*Task goal:*
Set the data below down again, exactly, with every picture left out.

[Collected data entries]
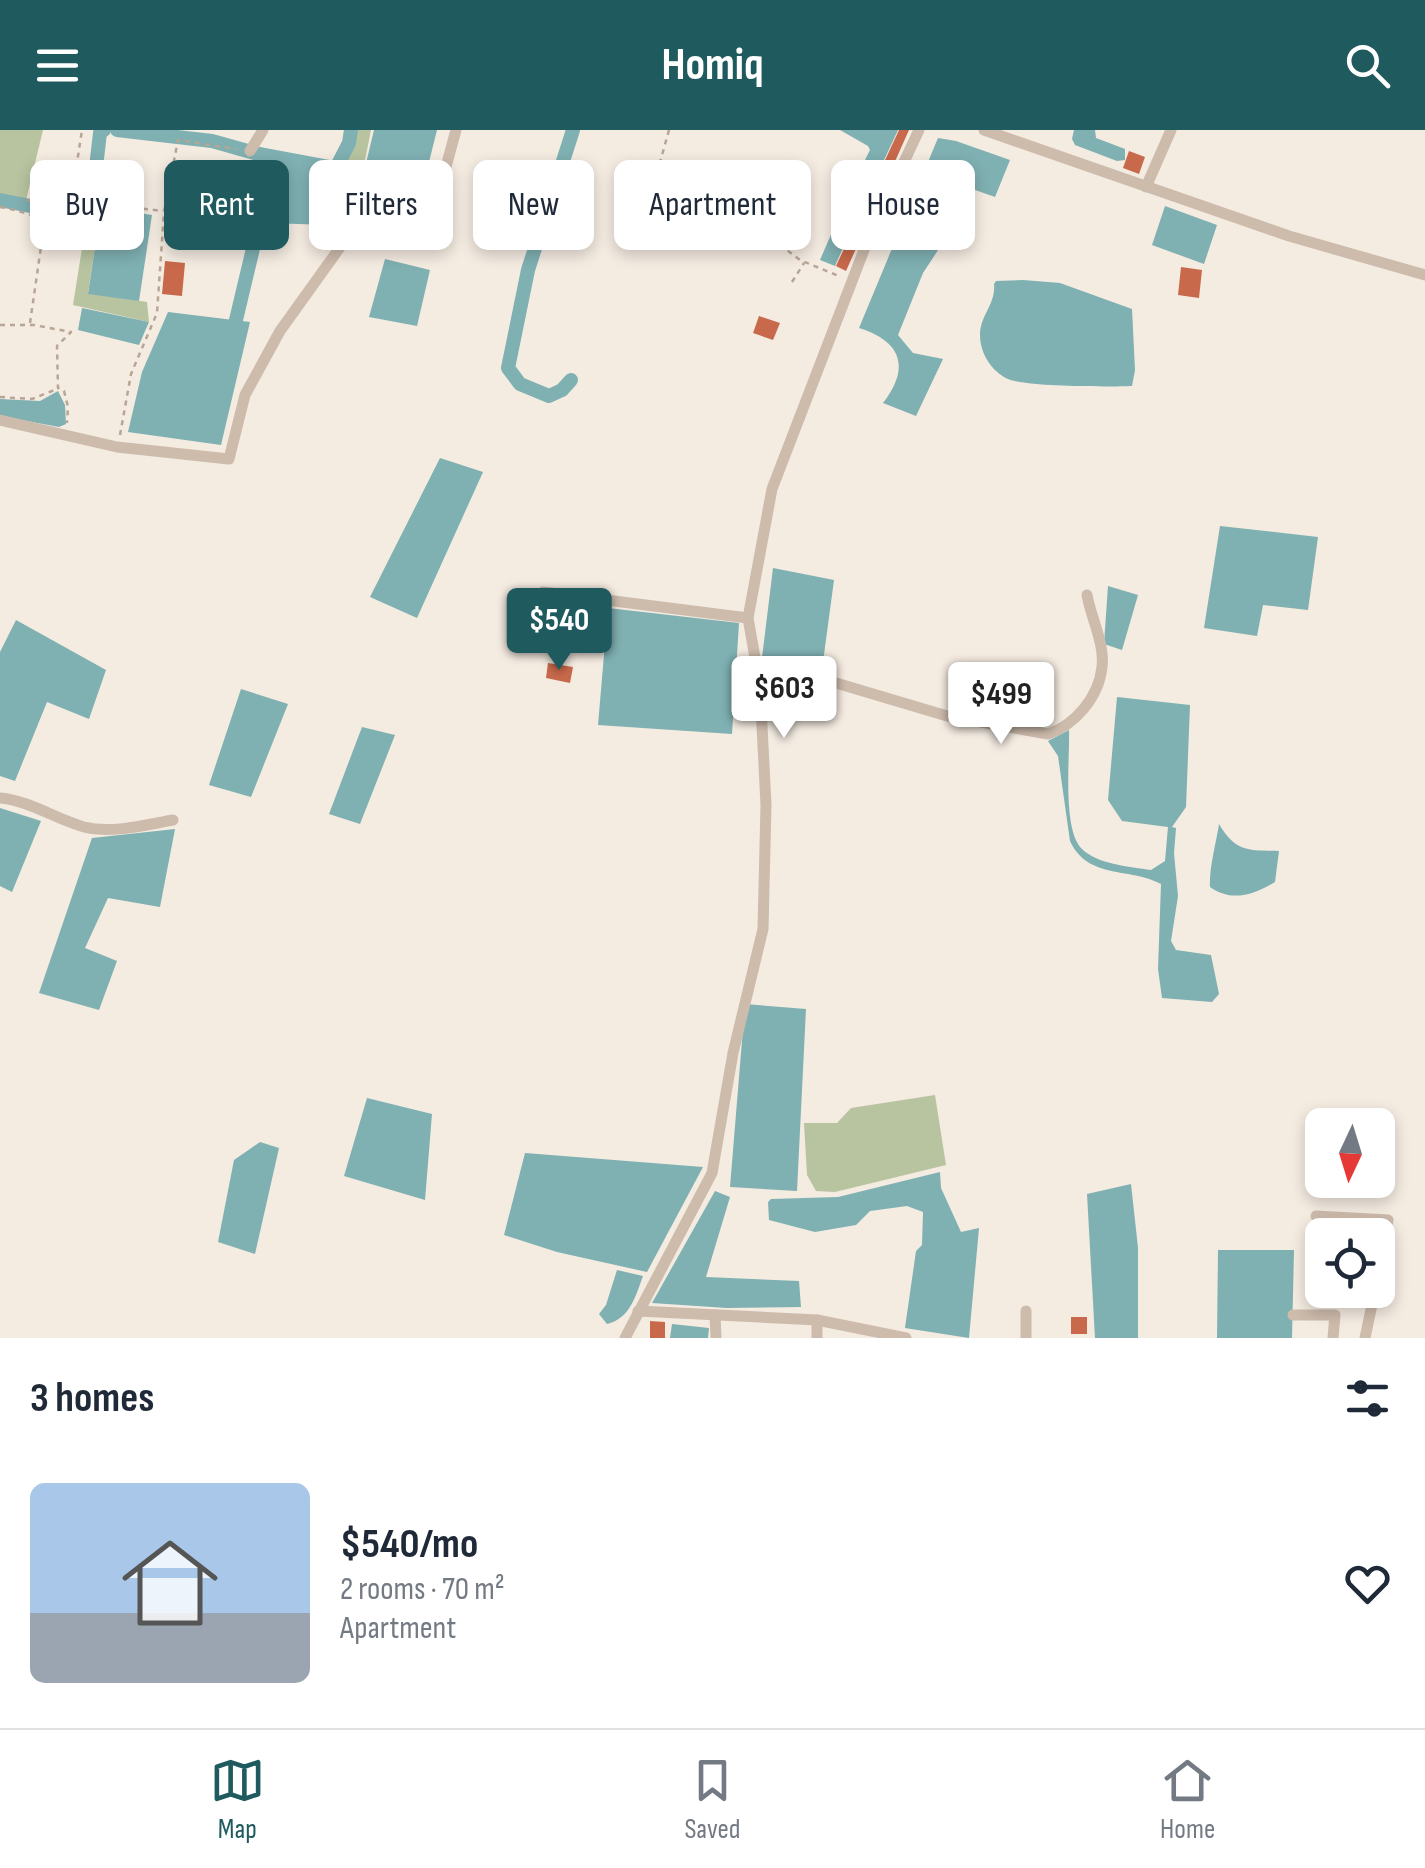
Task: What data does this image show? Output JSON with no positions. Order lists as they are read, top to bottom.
{
  "north": "bottom",
  "page": {
    "header": "Homiq",
    "chip": [
      "Buy",
      "Rent",
      "Filters",
      "New",
      "Apartment",
      "House"
    ],
    "price": ["$540", "$603", "$499"],
    "heading": "3 homes",
    "list": [
      {
        "name": "$540/mo",
        "note": "2 rooms · 70 m² · Apartment"
      }
    ],
    "tabs": ["Map", "Saved", "Home"]
  }
}
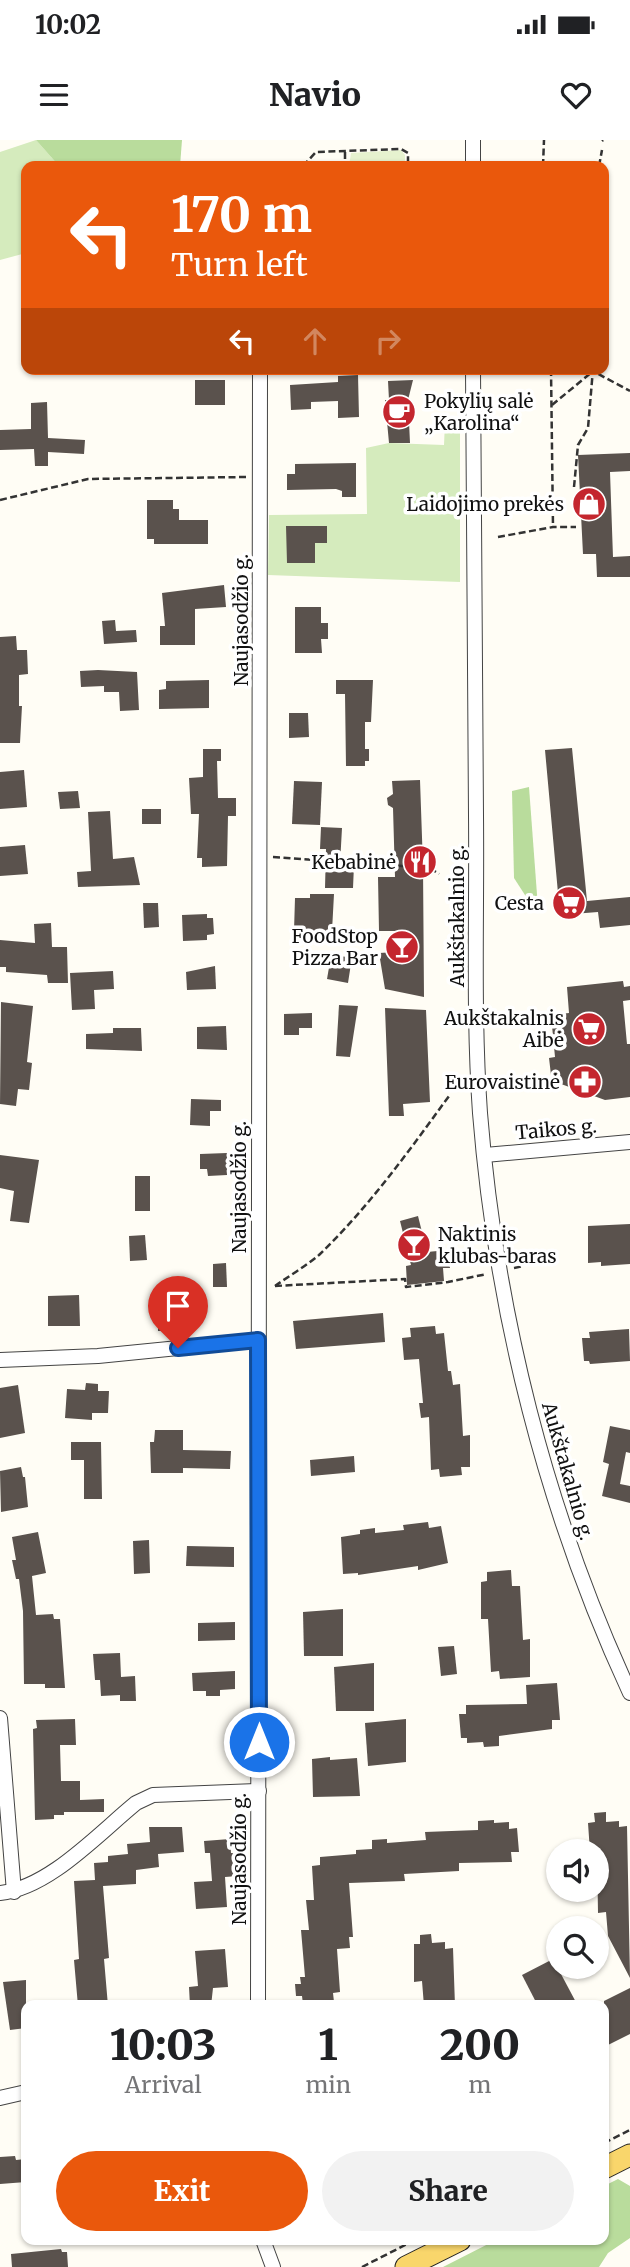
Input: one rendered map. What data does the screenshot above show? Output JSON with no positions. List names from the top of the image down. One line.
{"streets":{"street":["Naujasodžio g.","Aukštakalnio g.","Taikos g."]},"crossings":[["Aukštakalnio g.","Taikos g."]],"places":{"cafe":["Pokylių salė „Karolina“"],"shop":["Laidojimo prekės"],"restaurant":["Kebabinė"],"supermarket":["Cesta","Aukštakalnis Aibė"],"bar":["FoodStop Pizza Bar","Naktinis klubas-baras"],"pharmacy":["Eurovaistinė"]},"page":{"status":"10:02","header":"Navio","turn":["170 m","Turn left"],"eta":["10:03","Arrival","1","min","200","m"],"buttons":["Exit","Share"]}}
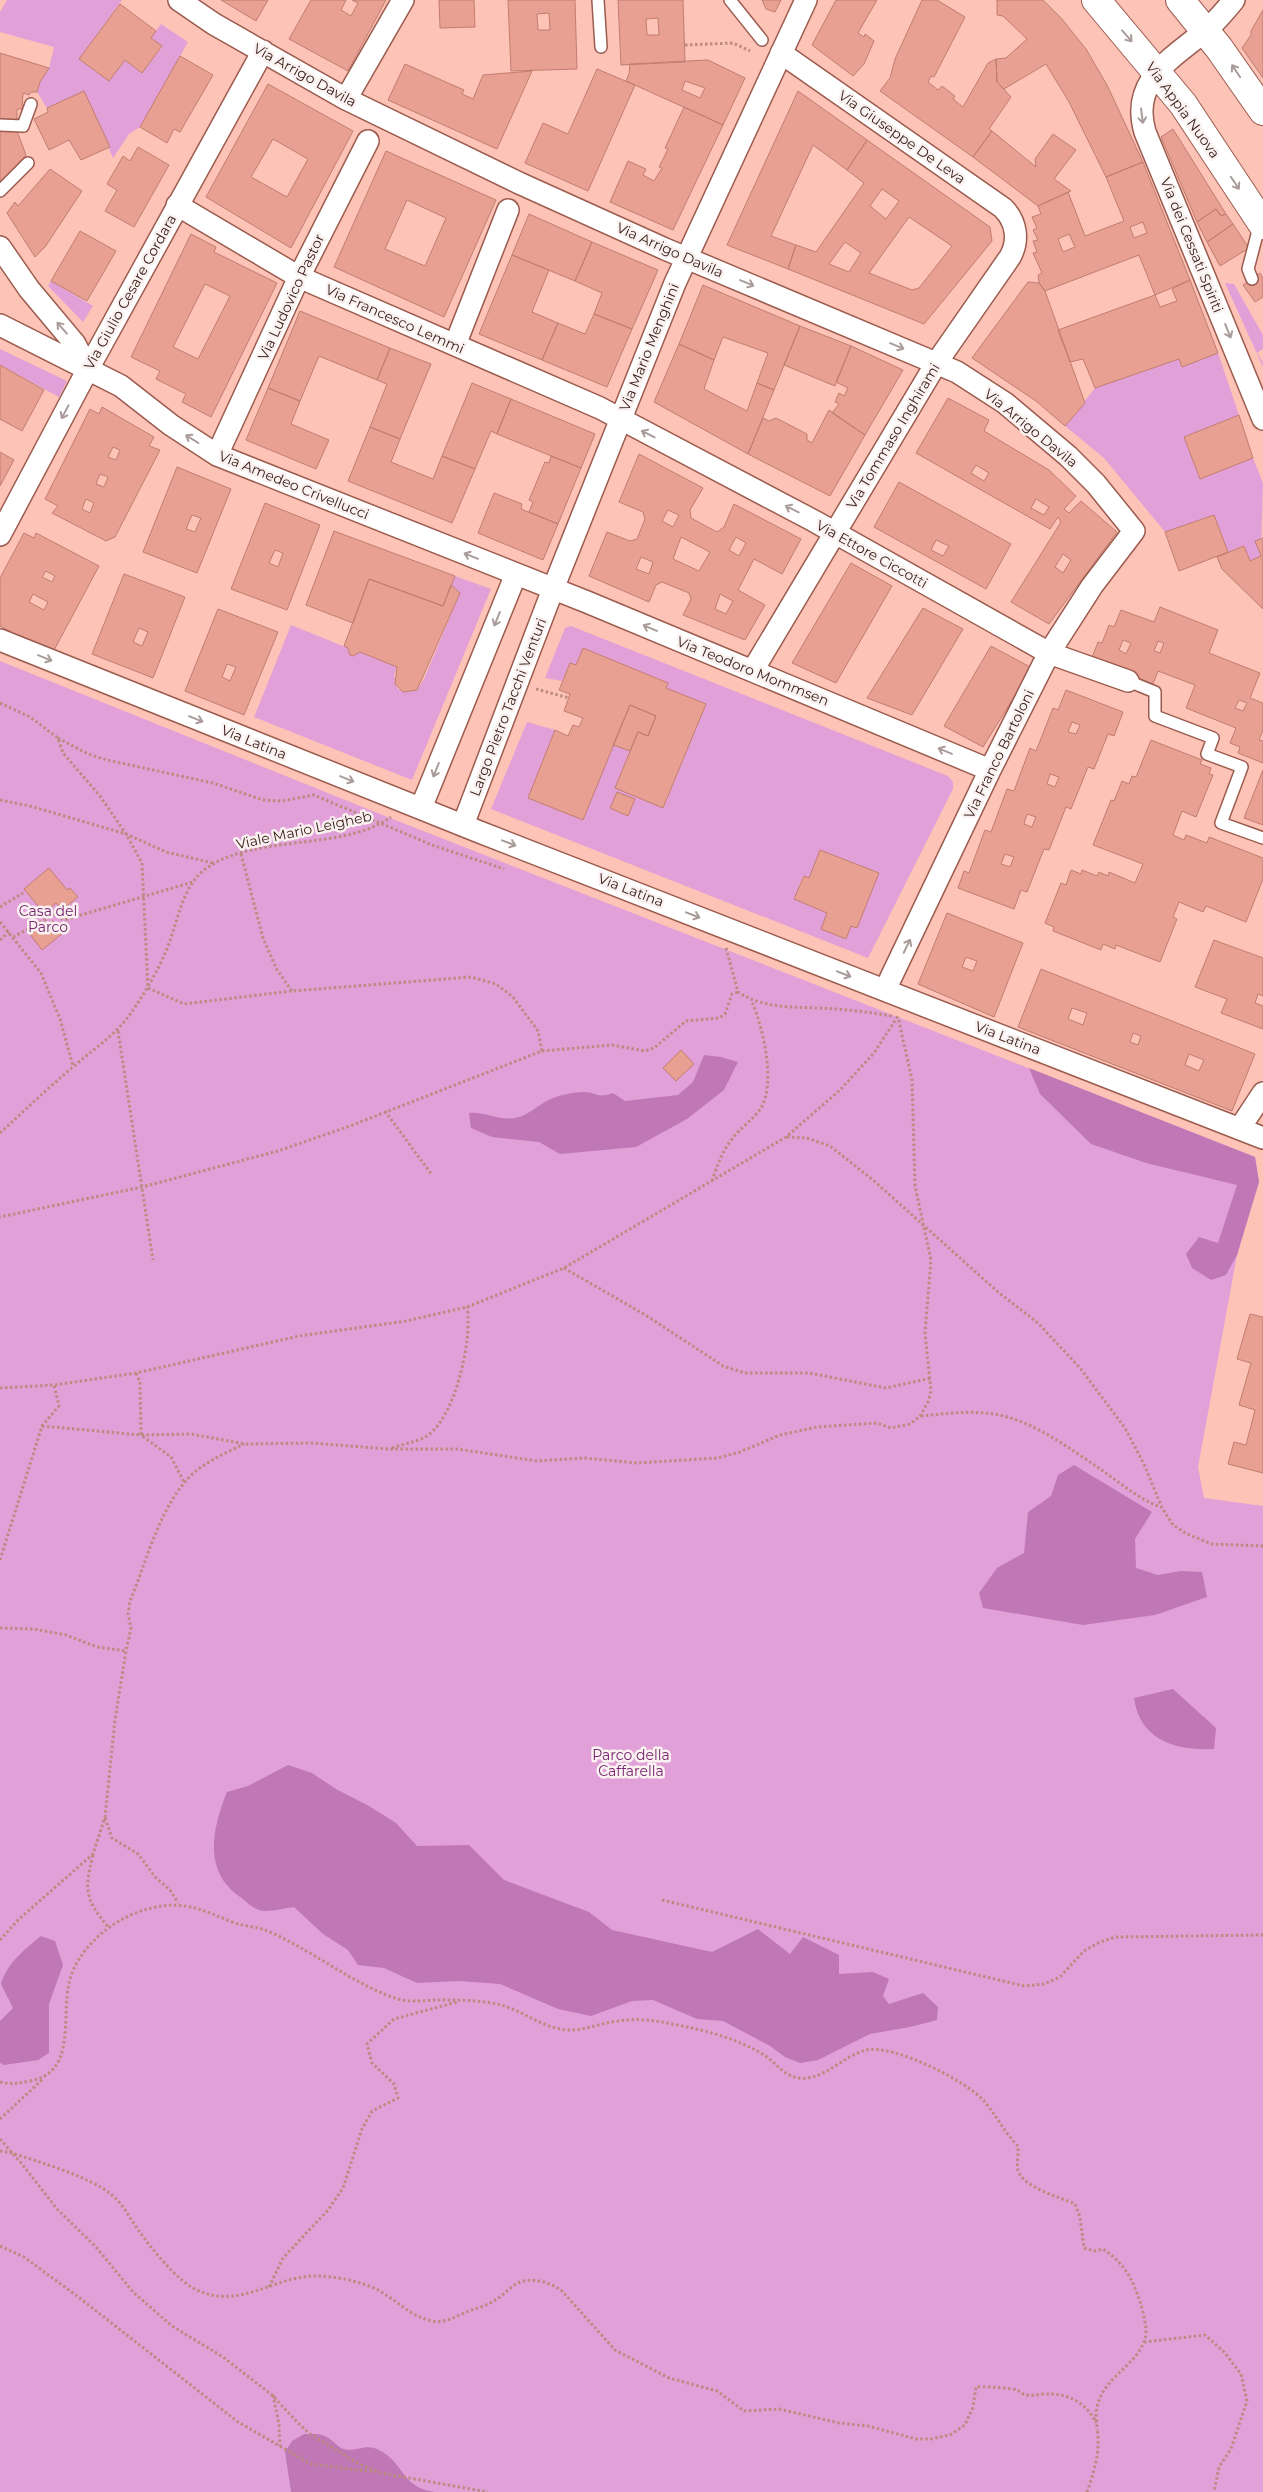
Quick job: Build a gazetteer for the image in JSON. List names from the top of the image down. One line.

*Task solution:*
Task: What data does this image show? Output JSON with no positions. Order lists as they are read, top to bottom.
{
  "north": "bottom",
  "page": {
    "header": "Homiq",
    "chip": [
      "Buy",
      "Rent",
      "Filters",
      "New",
      "Apartment",
      "House"
    ],
    "price": ["$540", "$603", "$499"],
    "heading": "3 homes",
    "list": [
      {
        "name": "$540/mo",
        "note": "2 rooms · 70 m² · Apartment"
      }
    ],
    "tabs": ["Map", "Saved", "Home"]
  }
}
Input: one rendered map. What data does the screenshot above show? Output JSON with no positions. List names from the top of the image down. One line.
{"streets":{"street":["Naujasodžio g.","Aukštakalnio g.","Taikos g."]},"crossings":[["Aukštakalnio g.","Taikos g."]],"places":{"cafe":["Pokylių salė „Karolina“"],"shop":["Laidojimo prekės"],"restaurant":["Kebabinė"],"supermarket":["Cesta","Aukštakalnis Aibė"],"bar":["FoodStop Pizza Bar","Naktinis klubas-baras"],"pharmacy":["Eurovaistinė"]},"page":{"status":"10:02","header":"Navio","turn":["170 m","Turn left"],"eta":["10:03","Arrival","1","min","200","m"],"buttons":["Exit","Share"]}}
Quick job: Build a gazetteer for the image in JSON. List names from the top of the image down. One line.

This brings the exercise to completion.